Overview - 3.5 English

Vitis AI User Guide (UG1414)

Document ID

UG1414

Release Date

2023-09-28

Version

3.5 English

The inference process is computationally intensive and requires a high memory bandwidth to satisfy the low-latency and high-throughput requirements of Edge applications.

Quantization and channel pruning techniques address these challenges while simultaneously achieving optimal performance and high energy efficiency with minimal degradation in accuracy. Through quantization, integer computing units become viable, and weights and activations can be represented with reduced precision. On the other hand, pruning reduces the overall required operations. The AMD Vitis AI quantizer includes the quantization tool, whereas the pruning tool is integrated into the Vitis AI optimizer.

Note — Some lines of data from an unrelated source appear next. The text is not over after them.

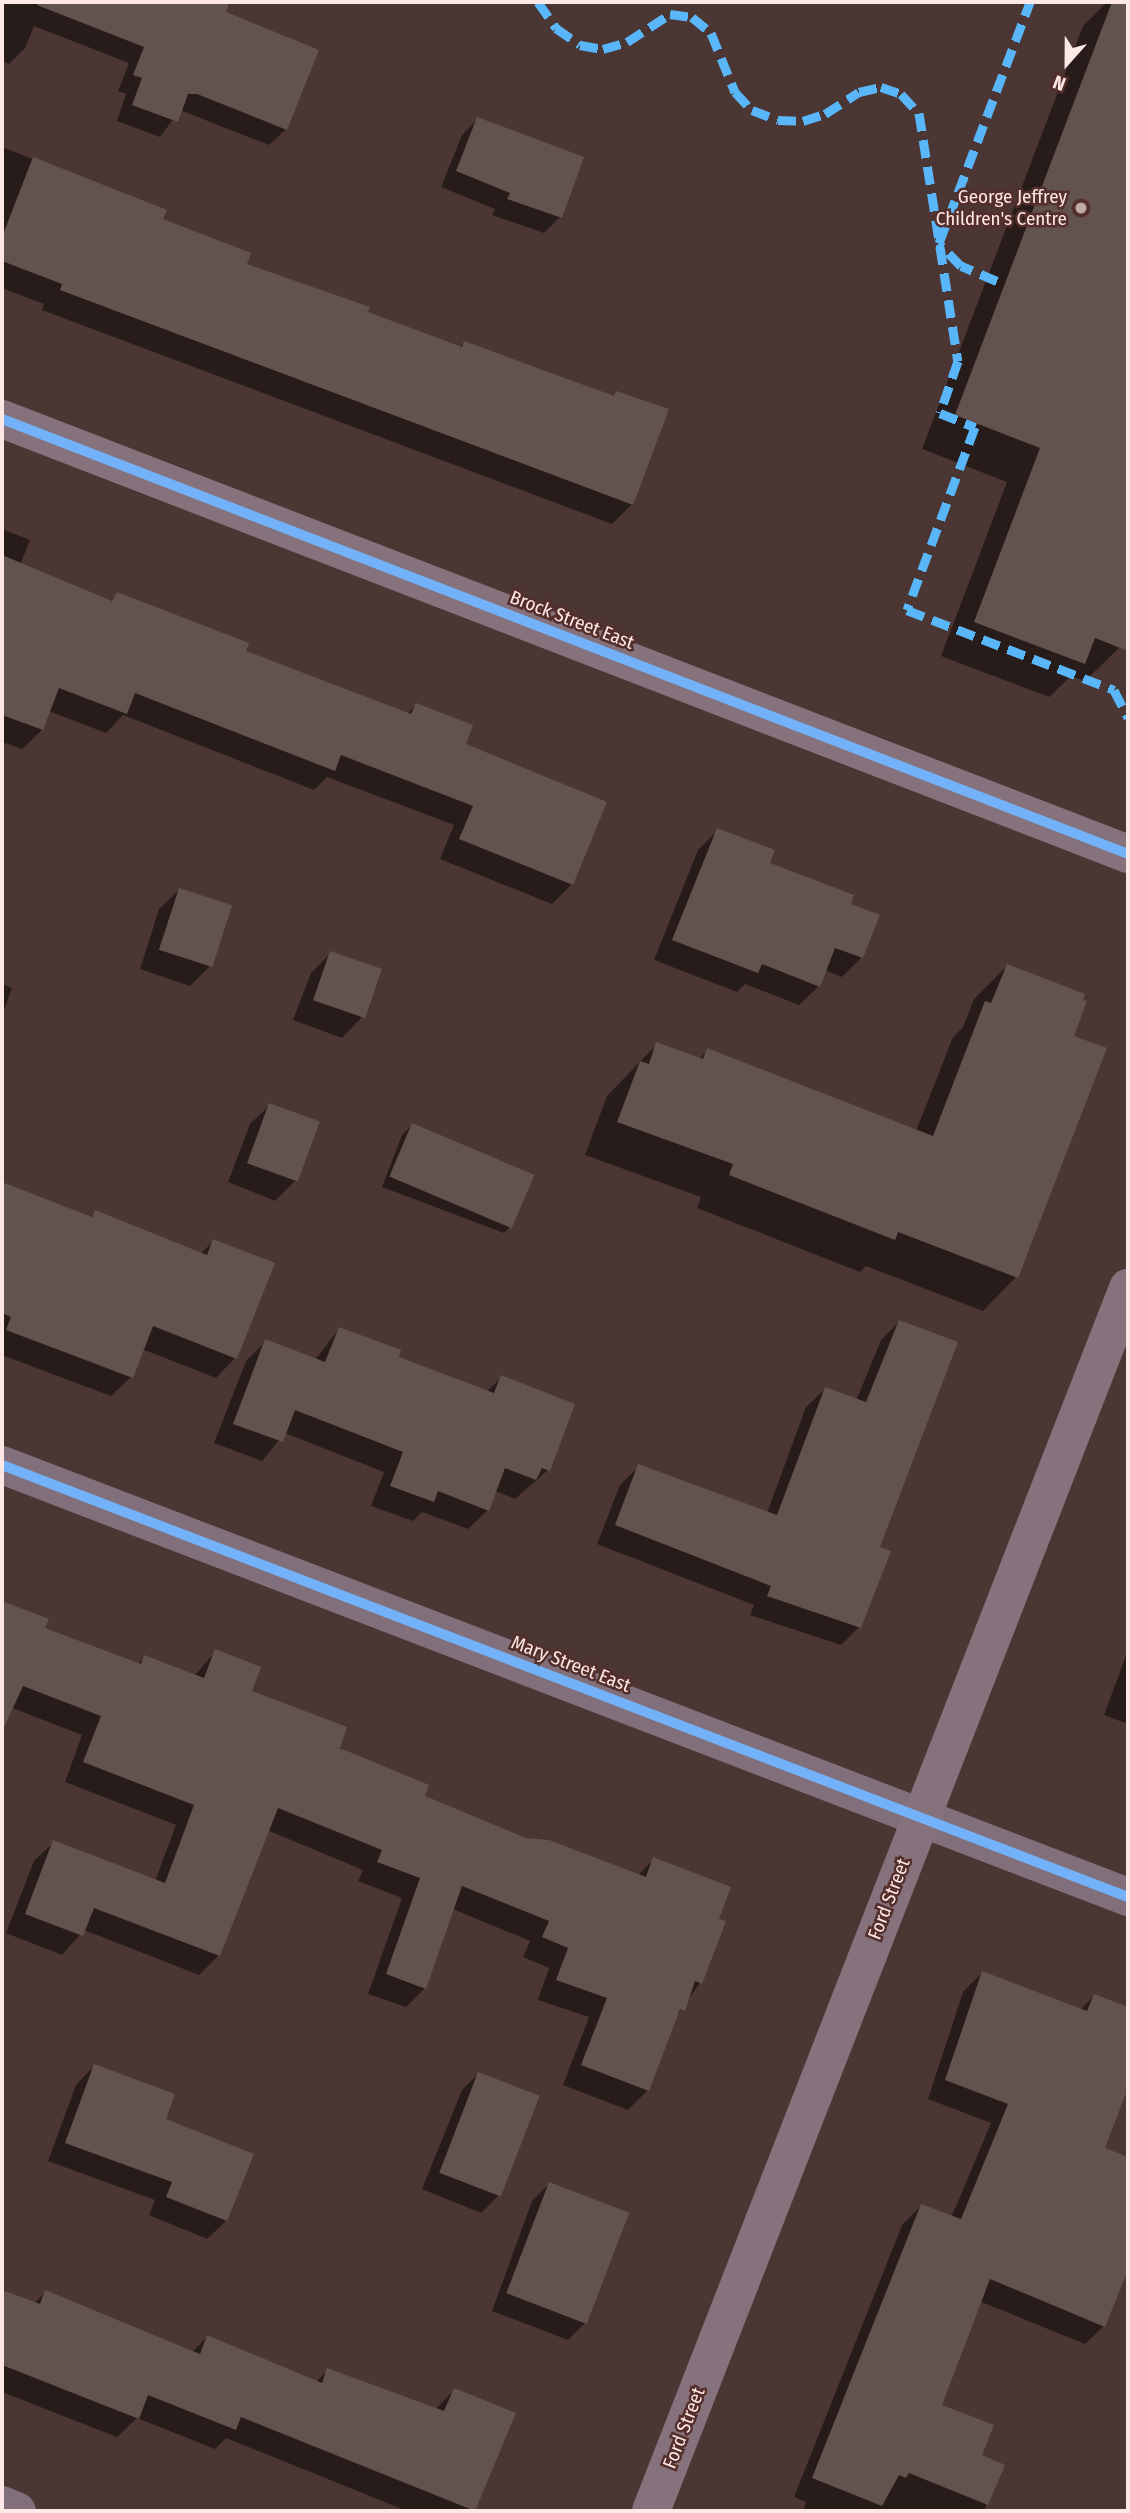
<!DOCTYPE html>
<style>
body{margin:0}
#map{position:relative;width:1130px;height:2513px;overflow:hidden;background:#4b3634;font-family:"Fira Sans Condensed",sans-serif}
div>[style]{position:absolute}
.shadow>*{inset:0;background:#0007}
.building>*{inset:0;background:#63534e;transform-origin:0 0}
.street>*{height:38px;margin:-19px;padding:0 19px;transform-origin:19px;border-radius:19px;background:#81707b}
.secondary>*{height:38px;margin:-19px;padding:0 19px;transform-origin:19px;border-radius:19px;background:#85727c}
.quiet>*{height:9px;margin-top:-4.5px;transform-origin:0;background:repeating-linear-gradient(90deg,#59b6f9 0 18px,transparent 0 27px)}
.cycleway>*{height:10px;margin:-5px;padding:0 5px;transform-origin:5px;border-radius:5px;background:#73b2f8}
.dots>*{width:19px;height:19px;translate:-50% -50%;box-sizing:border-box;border:4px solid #542e2b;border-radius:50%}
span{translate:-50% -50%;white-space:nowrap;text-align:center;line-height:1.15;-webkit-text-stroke:5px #542e2b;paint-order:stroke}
.poi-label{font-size:19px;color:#fde8e6}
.right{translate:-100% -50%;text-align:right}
.street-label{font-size:19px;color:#fde8e6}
.frame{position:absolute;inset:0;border:4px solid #fde8e6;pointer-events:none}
.north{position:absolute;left:1032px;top:28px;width:70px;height:70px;-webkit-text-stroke:5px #542e2b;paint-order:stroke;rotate:201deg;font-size:19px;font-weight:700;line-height:28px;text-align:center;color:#fde8e6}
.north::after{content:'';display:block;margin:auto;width:24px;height:32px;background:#fde8e6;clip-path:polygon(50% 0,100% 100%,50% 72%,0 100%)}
</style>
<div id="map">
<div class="shadow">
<div style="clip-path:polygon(2px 2px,227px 2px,223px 13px,286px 129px,269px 145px,180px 110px,160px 137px,117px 121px,126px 94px,118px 91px,129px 63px,34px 26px,25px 48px,9px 64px,2px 61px)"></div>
<div style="clip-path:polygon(1107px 2px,1128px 2px,1128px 625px,1120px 647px,1085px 681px,1071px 676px,1049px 697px,941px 656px,1007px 482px,922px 449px,1083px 26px)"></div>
<div style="clip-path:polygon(478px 119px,582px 158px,560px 217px,544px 233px,492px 215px,495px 209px,441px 187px,462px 135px)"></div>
<div style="clip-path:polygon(2px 147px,164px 211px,161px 220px,245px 265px,459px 348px,464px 343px,613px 397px,617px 393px,632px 504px,612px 524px,42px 310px,44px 304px,2px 288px)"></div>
<div style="clip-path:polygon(2px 529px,30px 540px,20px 565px,110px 602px,118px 594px,244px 652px,407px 714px,416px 705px,464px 745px,572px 884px,552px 904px,440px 859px,454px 825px,327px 777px,314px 790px,123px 715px,106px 733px,49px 711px,42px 730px,22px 749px,2px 742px)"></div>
<div style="clip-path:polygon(718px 830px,768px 864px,848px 905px,862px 957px,842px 977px,824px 970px,819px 986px,799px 1005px,745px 984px,737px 992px,654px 960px,698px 850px)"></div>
<div style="clip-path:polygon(179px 890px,210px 966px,190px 986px,140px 969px,159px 909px)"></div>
<div style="clip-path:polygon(331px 953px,361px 1018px,342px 1038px,293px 1020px,311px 973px)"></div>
<div style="clip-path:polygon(1007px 966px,1081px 1001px,1072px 1037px,1105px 1049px,1016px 1277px,983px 1311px,866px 1266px,860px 1272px,697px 1208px,701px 1197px,585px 1155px,607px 1096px,657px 1044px,699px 1059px,708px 1050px,916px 1131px,953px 1037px,963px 1027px,974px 999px)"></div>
<div style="clip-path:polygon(2px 984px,12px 988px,2px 1016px)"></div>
<div style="clip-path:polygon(270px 1105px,295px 1181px,275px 1201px,228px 1182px,250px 1124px)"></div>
<div style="clip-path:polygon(412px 1125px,514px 1223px,504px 1233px,382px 1187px,402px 1135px)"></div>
<div style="clip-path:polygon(2px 1184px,89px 1218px,95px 1212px,200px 1254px,214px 1241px,273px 1264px,235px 1358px,216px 1378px,142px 1349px,131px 1377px,111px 1396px,2px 1355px)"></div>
<div style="clip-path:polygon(899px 1322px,877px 1548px,859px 1627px,841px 1645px,750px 1615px,754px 1605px,597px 1544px,620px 1485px,639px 1466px,767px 1513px,806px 1407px,825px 1389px,856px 1401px,881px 1340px)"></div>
<div style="clip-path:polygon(339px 1329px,397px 1358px,486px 1392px,502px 1377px,548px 1470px,515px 1499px,495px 1491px,488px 1510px,468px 1529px,422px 1512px,413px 1521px,371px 1506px,384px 1472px,285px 1433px,262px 1461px,214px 1443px,246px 1361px,266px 1341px,315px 1360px)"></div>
<div style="clip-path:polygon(2px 1602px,46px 1620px,43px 1629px,137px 1665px,145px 1657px,194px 1676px,216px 1651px,249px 1692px,422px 1797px,525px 1839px,637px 1876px,654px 1859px,717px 1920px,700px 1983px,675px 2018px,648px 2090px,628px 2110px,563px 2085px,589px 2017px,538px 2000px,549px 1968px,523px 1957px,530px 1941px,453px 1909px,425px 1988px,406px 2007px,368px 1994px,402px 1898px,358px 1881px,363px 1870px,267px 1830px,219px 1955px,199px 1975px,84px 1930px,62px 1955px,6px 1933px,34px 1861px,54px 1842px,155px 1881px,176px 1825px,65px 1782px,82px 1735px,2px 1704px)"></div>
<div style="clip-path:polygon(1128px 1650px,1128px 1724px,1104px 1715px)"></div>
<div style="clip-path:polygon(982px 1973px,1080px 2010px,1094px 1996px,1128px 2009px,1128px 2076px,1103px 2149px,1128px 2159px,1128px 2265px,1104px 2326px,1085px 2344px,979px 2301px,940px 2406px,980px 2456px,1002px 2466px,984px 2511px,803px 2511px,806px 2502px,794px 2497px,902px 2225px,921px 2206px,951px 2218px,991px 2123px,928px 2099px,963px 1992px)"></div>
<div style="clip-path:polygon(94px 2066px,164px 2120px,251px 2155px,226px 2221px,207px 2239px,149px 2215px,155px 2200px,48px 2161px,76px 2085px)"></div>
<div style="clip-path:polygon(478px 2074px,498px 2196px,481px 2213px,422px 2189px,462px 2090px)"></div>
<div style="clip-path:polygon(549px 2184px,585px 2323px,568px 2340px,492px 2311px,532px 2201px)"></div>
<div style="clip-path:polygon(2px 2291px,34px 2304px,45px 2292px,192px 2352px,207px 2337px,316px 2382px,328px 2370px,435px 2410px,454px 2390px,474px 2511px,407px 2511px,226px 2438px,215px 2449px,137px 2418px,117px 2437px,2px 2392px)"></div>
</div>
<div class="building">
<div style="clip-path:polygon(37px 2px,229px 2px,226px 12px,319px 50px,287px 130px,197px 94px,188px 94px,178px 122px,132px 105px,142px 78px,133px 75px,144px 47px,37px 5px)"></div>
<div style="clip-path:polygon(1112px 2px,1128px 2px,1128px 651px,1095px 638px,1085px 664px,974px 622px,1040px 448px,955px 415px)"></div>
<div style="clip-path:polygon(477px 117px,584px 157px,562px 218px,507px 199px,510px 193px,456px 171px)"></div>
<div style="clip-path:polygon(33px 157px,167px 210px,163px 219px,251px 253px,247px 264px,370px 307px,368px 312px,462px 347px,464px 341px,614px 396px,616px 391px,669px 409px,633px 505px,60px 290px,62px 284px,2px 261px,2px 237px)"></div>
<div style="clip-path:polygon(2px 555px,112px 601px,117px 592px,249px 643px,246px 651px,411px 714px,416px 703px,473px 725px,466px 744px,607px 802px,573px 885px,459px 839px,473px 806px,341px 755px,335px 771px,135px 693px,127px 714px,59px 688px,43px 730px,2px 715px)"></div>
<div style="clip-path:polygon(717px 828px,775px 850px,770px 863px,854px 895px,851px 904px,880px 915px,863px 958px,835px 948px,820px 987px,762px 964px,758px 973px,672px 940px)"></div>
<div style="left:179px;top:888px;width:56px;height:65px;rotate:18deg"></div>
<div style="left:330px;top:951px;width:55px;height:52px;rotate:19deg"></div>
<div style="clip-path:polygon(1007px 964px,1085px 994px,1083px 1000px,1087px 1001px,1074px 1036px,1107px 1048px,1018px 1278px,898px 1232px,895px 1240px,729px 1175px,733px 1164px,617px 1122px,640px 1061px,649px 1064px,656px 1042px,703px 1059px,707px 1048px,933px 1136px,985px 1001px,991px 1003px)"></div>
<div style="left:269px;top:1103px;width:54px;height:64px;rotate:20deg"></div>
<div style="left:412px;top:1123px;width:133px;height:58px;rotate:23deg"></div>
<div style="clip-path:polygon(2px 1182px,92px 1217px,95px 1210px,207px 1255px,213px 1239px,275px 1263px,237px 1359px,153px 1326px,133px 1378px,6px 1330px,11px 1317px,2px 1313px)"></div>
<div style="clip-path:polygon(899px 1320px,958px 1342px,880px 1547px,891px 1551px,861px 1628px,767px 1596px,771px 1586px,615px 1525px,638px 1464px,777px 1515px,825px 1387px,866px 1402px)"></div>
<div style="clip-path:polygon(339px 1327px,401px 1350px,399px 1357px,494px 1393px,501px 1375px,575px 1404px,550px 1471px,542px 1468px,536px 1480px,505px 1468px,489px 1511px,438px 1491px,434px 1502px,390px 1486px,403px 1452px,295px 1410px,283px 1442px,233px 1424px,265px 1339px,325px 1362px)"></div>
<div style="clip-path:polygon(2px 1601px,49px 1619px,45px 1628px,141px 1664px,144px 1655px,204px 1678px,215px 1649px,261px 1667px,252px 1691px,347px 1727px,340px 1748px,429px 1785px,425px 1796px,526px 1838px,549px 1840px,646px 1877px,653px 1857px,731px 1887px,719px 1919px,726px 1921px,702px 1984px,695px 1981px,685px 2011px,680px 2009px,649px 2091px,581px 2065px,607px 1998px,556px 1980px,568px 1948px,542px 1937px,549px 1921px,462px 1886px,426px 1989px,386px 1974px,420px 1878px,377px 1862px,382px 1850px,278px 1808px,220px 1956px,94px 1908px,83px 1936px,25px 1914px,53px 1840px,165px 1883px,194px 1805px,83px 1762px,101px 1716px,23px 1686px,2px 1732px)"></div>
<div style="clip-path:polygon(982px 1971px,1087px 2011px,1094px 1994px,1128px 2007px,1128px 2088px,1105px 2148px,1128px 2157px,1128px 2270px,1105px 2327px,990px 2279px,942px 2405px,994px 2425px,982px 2455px,1005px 2465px,988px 2505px,909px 2473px,906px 2478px,899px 2475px,882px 2506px,812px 2478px,921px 2204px,961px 2219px,1008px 2104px,945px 2080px)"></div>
<div style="clip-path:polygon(94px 2064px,175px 2094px,166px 2119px,254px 2154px,227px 2221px,166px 2197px,172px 2182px,65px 2143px)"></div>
<div style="left:478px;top:2072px;width:66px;height:108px;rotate:21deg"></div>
<div style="left:549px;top:2182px;width:86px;height:119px;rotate:21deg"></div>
<div style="clip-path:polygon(2px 2290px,40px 2304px,45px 2290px,200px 2354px,207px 2335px,322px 2383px,327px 2368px,444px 2411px,454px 2388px,516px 2413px,475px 2511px,241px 2417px,236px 2430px,148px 2395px,139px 2419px,2px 2365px)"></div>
</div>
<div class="street">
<div style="left:2px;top:1465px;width:1206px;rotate:20.99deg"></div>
<div style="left:2px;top:2505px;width:16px;rotate:22deg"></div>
</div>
<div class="secondary">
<div style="left:2px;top:419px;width:1207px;rotate:21.12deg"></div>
<div style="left:651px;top:2511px;width:1313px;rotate:-68.69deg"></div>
</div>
<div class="quiet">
<div style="left:538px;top:2px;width:32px;rotate:55deg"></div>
<div style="left:556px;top:28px;width:29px;rotate:35deg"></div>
<div style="left:580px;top:45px;width:23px;rotate:10deg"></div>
<div style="left:603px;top:49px;width:25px;rotate:-16deg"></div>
<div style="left:627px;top:42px;width:51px;rotate:-33.1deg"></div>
<div style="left:670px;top:14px;width:22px;rotate:8deg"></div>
<div style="left:692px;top:17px;width:25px;rotate:40deg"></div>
<div style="left:711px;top:33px;width:64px;rotate:67.9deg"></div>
<div style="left:735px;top:92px;width:25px;rotate:47deg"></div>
<div style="left:752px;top:110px;width:28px;rotate:21deg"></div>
<div style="left:778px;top:120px;width:25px;rotate:2deg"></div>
<div style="left:803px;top:121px;width:23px;rotate:-18deg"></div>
<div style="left:825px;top:114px;width:40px;rotate:-32.9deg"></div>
<div style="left:859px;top:92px;width:23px;rotate:-13deg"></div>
<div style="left:881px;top:87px;width:21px;rotate:19deg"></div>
<div style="left:901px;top:94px;width:26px;rotate:47deg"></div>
<div style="left:919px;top:113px;width:251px;rotate:81.1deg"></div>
<div style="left:958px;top:361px;width:55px;rotate:109.1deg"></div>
<div style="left:940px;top:413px;width:38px;rotate:22deg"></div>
<div style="left:975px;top:427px;width:195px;rotate:110.4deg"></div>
<div style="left:907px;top:610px;width:222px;rotate:21.1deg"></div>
<div style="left:1114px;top:690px;width:31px;rotate:63deg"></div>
<div style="left:997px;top:281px;width:39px;rotate:-157deg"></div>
<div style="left:961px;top:266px;width:32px;rotate:-134deg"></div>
<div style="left:939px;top:243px;width:258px;rotate:-69.3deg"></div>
</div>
<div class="cycleway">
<div style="left:2px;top:419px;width:1207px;rotate:21.12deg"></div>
<div style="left:2px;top:1465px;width:1206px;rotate:20.99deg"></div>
</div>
<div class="dots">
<div style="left:1081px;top:208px;background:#bfaaa8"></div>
</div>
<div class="poi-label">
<span class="right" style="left:1067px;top:208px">George Jeffrey<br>Children's Centre</span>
</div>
<div class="street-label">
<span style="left:572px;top:620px;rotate:21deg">Brock Street East</span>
<span style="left:571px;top:1664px;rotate:21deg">Mary Street East</span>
<span style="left:889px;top:1899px;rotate:-69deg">Ford Street</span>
<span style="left:684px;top:2428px;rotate:-69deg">Ford Street</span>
</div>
<div class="frame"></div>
<div class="north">N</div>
</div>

Figure 1. Pruning and Quantization Flow

Generally, 32-bit floating-point weights and activation values are used when training neural networks. The Vitis AI quantizer can reduce computational complexity without losing prediction accuracy by converting the 32-bit floating-point weights and activations to an 8-bit integer (INT8) format. Deployment of the fixed-point network model requires reduced memory bandwidth, thus providing faster speed and higher power efficiency than would be possible with floating-point model. The Vitis AI quantizer supports common layers in neural networks, including, but not limited to, convolution, pooling, fully connected, and batch normalization.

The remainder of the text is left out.